Moses – described as a ‘genre-fluid proverbial rollercoaster’ – are impossible to place. Their latest single sound nothing like its predecessors. But they still have a distinctive sound, marked by energy and exuberance. That, and a knack for nagging, stomping basslines.

‘Mad’ has hints of Jane’s Addiction woven into its rambunctious (post) punk infusion, but then there’s a lot going on in this effervescent cocktail, from fast-moving organ work that calls to mind The Stranglers to anything post-millennial indie with some zip, and no, I can’t put my finger on specifics – because as the Jubilee procession on Sunday illustrated, everything post-nineties is simply a cultural blur and no-one knows where much of the last thirty years has gone or what defines any decade.

Moses aren’t set in any time or space – they somehow bring everything together and sound so very now. Dig ‘em? You’d be mad not to!

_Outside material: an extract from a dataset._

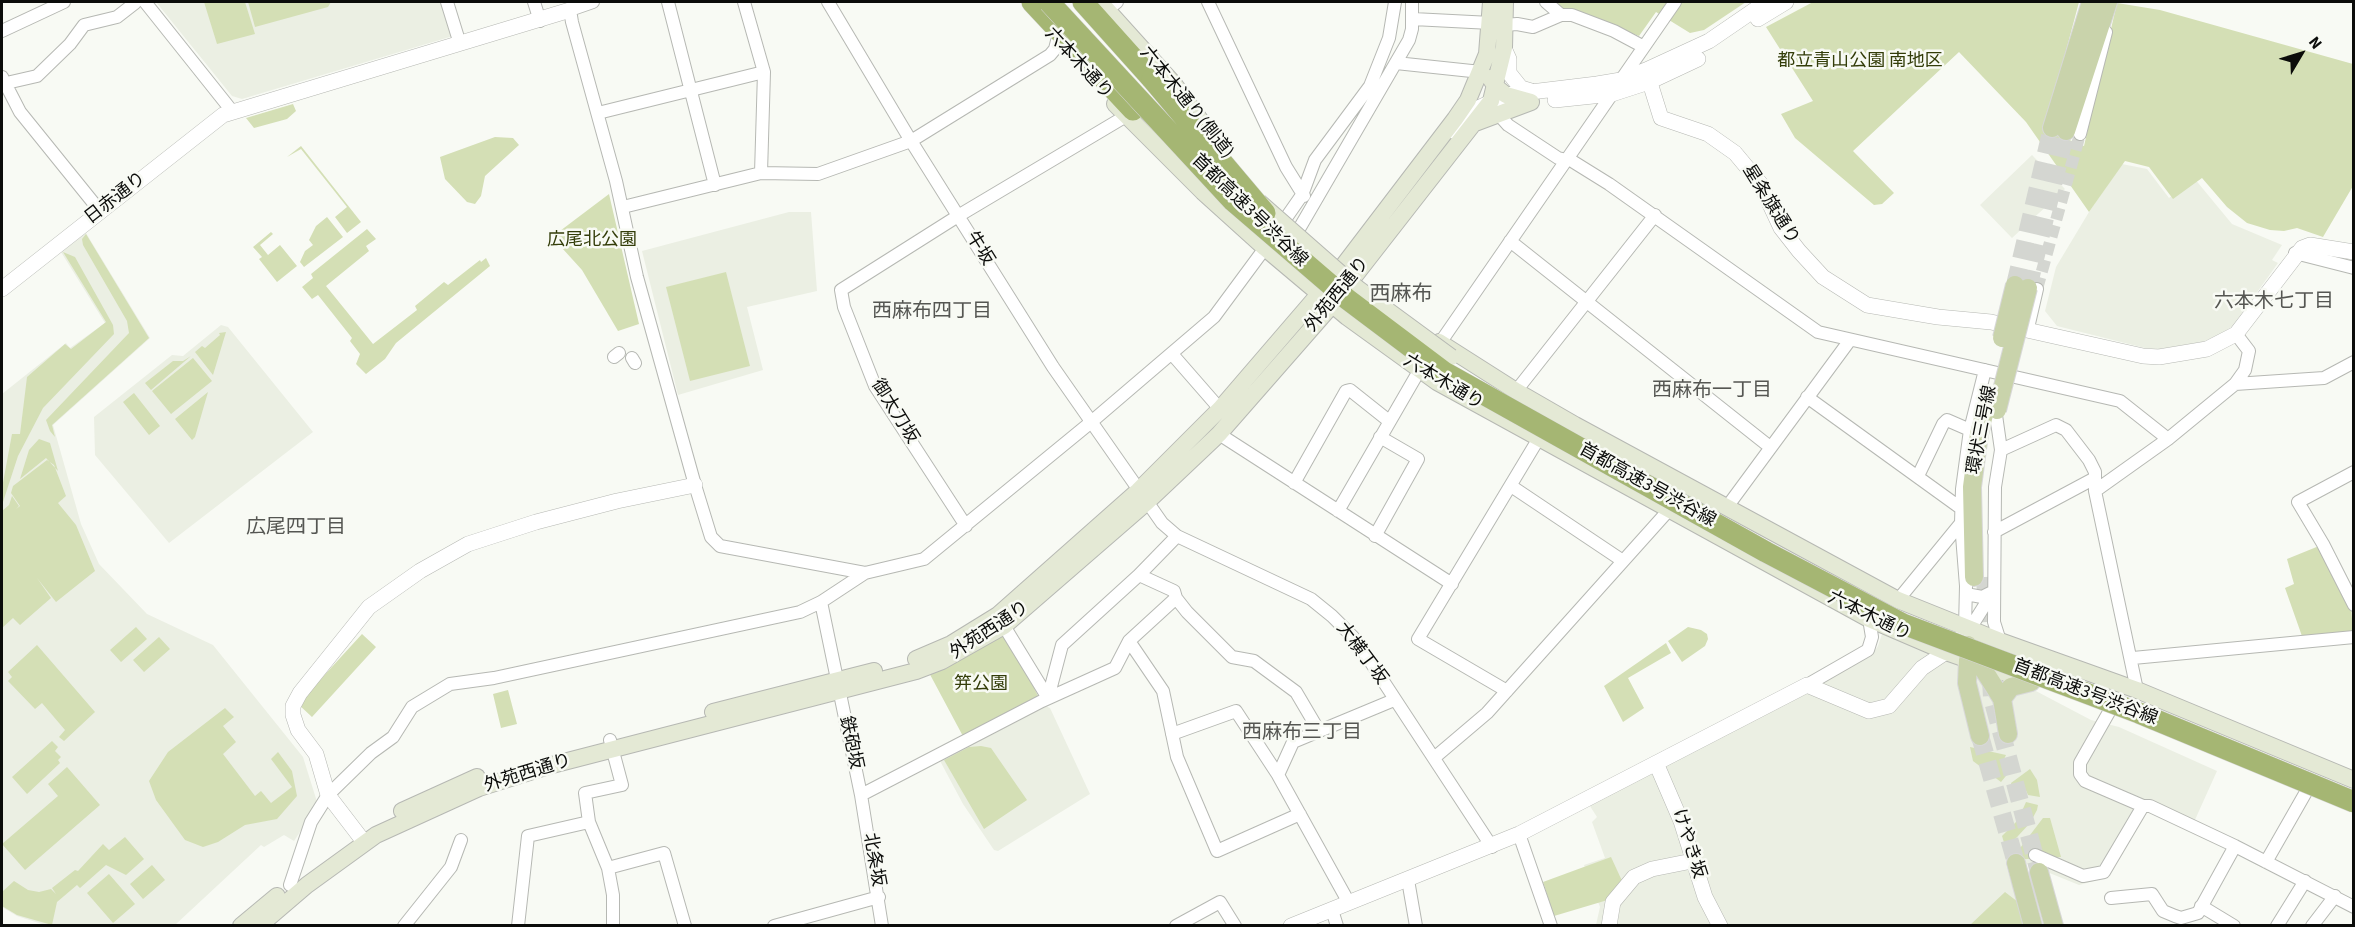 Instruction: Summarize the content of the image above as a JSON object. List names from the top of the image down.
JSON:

Space & I Records – 21st January 2022

January is always a shitter. Whether you love Christmas or loathe it, or even if you’re largely indifferent, January is invariably a slump month of epic proportions. Those of us who aren’t mad keen on Christmas tend to cling to the light at the end of the tunnel that is new year, not because of the New Year celebrations, but because of the prospect of things getting back to normal, where everyone isn’t flapping about doing Christmas shopping and your mates aren’t in an endless conveyor-belt of work and other social commitments and might actually have time for just a pint and a chat, and because gigs and regular social activities resume and you can turn on the TV, radio or walk into a shop without hearing wall-to-wall fucking Christmas tunes.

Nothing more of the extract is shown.